> Task directions: The expected output is a copy of every line in the records with the string "river".

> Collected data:
-----
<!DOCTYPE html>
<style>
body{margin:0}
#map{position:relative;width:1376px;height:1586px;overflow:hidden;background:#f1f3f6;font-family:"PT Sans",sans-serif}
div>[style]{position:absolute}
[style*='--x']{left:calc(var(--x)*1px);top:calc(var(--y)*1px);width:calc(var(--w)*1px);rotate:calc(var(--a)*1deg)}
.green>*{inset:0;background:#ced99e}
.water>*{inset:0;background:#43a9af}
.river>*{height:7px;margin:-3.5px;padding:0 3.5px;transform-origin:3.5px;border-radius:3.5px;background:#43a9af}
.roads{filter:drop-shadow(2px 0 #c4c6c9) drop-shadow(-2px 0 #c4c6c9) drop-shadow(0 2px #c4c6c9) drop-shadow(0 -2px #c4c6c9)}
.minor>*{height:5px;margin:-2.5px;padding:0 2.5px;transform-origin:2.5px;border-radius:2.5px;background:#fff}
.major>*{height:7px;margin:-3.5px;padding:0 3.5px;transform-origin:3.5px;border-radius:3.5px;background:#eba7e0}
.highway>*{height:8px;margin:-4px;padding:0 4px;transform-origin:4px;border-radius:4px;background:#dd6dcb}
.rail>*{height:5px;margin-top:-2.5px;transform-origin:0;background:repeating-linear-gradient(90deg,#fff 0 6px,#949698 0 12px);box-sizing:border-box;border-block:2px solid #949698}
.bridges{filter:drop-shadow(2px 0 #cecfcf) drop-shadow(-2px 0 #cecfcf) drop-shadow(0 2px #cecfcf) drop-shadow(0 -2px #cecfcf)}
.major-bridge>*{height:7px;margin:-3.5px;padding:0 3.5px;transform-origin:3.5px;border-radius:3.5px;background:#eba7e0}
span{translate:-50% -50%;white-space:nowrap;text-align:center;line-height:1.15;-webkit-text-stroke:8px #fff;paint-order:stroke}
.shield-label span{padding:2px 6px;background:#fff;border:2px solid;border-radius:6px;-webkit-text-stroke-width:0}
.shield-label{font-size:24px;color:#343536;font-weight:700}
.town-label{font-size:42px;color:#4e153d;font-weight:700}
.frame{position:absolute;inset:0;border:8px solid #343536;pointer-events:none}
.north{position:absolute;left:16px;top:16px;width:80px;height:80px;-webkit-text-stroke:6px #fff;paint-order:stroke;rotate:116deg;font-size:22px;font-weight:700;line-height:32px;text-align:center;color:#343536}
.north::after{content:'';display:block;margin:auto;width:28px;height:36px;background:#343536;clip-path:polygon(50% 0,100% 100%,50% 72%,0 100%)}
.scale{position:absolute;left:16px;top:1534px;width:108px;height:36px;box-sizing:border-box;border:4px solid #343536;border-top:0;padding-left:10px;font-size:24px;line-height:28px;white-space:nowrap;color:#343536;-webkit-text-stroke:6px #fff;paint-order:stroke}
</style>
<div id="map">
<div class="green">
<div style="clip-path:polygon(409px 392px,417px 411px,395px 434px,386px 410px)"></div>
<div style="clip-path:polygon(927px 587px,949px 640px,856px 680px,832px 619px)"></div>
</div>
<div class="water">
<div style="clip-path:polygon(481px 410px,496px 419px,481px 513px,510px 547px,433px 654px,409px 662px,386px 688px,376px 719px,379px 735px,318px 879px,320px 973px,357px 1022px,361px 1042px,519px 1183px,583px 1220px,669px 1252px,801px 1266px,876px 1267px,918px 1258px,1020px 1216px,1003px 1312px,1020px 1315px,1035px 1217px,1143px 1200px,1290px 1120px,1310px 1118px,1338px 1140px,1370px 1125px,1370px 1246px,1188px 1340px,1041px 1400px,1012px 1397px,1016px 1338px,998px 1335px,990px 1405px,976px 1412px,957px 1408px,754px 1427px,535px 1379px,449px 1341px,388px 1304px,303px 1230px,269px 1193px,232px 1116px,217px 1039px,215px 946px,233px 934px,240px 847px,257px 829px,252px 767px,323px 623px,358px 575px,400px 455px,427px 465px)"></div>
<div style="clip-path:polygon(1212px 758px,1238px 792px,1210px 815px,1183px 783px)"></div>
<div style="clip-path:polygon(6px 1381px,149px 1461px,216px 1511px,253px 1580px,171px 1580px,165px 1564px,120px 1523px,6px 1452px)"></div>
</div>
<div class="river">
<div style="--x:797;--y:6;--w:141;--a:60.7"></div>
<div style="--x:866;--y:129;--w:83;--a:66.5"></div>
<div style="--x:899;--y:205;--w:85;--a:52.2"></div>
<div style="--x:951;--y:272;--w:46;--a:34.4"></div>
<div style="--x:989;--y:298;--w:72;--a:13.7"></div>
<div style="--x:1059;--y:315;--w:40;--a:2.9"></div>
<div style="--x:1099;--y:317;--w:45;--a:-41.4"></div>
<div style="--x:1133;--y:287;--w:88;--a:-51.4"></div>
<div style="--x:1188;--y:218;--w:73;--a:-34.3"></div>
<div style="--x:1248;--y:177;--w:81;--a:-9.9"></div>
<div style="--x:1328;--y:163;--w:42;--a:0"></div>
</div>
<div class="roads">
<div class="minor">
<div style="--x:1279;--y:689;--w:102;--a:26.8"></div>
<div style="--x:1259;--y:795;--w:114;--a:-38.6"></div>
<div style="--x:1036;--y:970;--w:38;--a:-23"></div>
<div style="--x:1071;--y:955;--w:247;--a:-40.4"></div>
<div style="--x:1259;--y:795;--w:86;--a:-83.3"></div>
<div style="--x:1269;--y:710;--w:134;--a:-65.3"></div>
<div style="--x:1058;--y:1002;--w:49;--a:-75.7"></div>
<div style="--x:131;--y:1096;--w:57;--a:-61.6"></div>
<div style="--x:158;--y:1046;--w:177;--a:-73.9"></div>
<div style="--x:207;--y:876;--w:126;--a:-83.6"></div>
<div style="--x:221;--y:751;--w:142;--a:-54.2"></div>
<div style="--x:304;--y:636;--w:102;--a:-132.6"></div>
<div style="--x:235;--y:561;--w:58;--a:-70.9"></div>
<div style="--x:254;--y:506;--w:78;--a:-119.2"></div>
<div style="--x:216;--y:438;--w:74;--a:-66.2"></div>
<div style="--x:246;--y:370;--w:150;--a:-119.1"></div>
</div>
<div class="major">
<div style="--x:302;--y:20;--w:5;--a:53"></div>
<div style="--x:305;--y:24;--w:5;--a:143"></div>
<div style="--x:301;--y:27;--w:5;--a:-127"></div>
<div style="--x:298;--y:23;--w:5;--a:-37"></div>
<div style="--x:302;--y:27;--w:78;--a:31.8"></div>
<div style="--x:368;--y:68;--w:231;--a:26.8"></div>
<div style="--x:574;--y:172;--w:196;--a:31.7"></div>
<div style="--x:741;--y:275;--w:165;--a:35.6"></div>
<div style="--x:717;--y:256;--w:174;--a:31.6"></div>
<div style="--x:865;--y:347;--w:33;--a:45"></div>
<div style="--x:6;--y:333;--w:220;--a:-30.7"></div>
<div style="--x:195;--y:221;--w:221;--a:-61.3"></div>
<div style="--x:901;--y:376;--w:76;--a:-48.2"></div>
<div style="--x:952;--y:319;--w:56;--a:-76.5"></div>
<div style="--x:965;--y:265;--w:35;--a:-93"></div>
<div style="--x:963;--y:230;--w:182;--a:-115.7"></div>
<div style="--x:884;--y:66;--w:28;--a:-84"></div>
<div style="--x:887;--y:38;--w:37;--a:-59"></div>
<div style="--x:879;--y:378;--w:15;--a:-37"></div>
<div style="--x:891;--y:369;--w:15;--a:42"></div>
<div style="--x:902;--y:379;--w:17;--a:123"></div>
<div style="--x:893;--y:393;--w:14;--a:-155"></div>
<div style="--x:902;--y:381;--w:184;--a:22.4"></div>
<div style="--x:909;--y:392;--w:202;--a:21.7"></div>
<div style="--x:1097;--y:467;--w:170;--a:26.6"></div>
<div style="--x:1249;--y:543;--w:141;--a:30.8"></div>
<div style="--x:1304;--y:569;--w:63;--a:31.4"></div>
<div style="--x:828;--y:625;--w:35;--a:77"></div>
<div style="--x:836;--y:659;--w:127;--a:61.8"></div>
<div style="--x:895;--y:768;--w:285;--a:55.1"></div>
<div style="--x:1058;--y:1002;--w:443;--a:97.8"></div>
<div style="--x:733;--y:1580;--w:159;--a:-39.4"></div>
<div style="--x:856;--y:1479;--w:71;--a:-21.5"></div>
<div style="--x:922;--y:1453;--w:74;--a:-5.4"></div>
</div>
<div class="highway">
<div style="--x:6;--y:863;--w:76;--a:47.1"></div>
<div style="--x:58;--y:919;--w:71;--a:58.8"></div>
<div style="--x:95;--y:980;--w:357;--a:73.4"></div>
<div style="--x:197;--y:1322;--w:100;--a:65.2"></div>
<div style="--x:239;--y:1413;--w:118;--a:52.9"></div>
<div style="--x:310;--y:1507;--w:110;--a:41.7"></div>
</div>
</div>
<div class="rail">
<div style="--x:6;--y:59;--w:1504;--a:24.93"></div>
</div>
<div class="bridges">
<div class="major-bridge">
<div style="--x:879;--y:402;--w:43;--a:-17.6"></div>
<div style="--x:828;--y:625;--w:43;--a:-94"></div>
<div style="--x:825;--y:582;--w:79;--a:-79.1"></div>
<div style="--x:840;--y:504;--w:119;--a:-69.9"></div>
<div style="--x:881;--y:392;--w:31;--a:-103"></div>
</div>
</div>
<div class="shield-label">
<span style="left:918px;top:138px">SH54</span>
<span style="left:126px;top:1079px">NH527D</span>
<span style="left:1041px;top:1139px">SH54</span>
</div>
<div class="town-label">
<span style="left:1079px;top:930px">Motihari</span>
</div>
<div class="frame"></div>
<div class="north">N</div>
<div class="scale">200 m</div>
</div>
-----
> Response to this task:
.river>*{height:7px;margin:-3.5px;padding:0 3.5px;transform-origin:3.5px;border-radius:3.5px;background:#43a9af}
<div class="river">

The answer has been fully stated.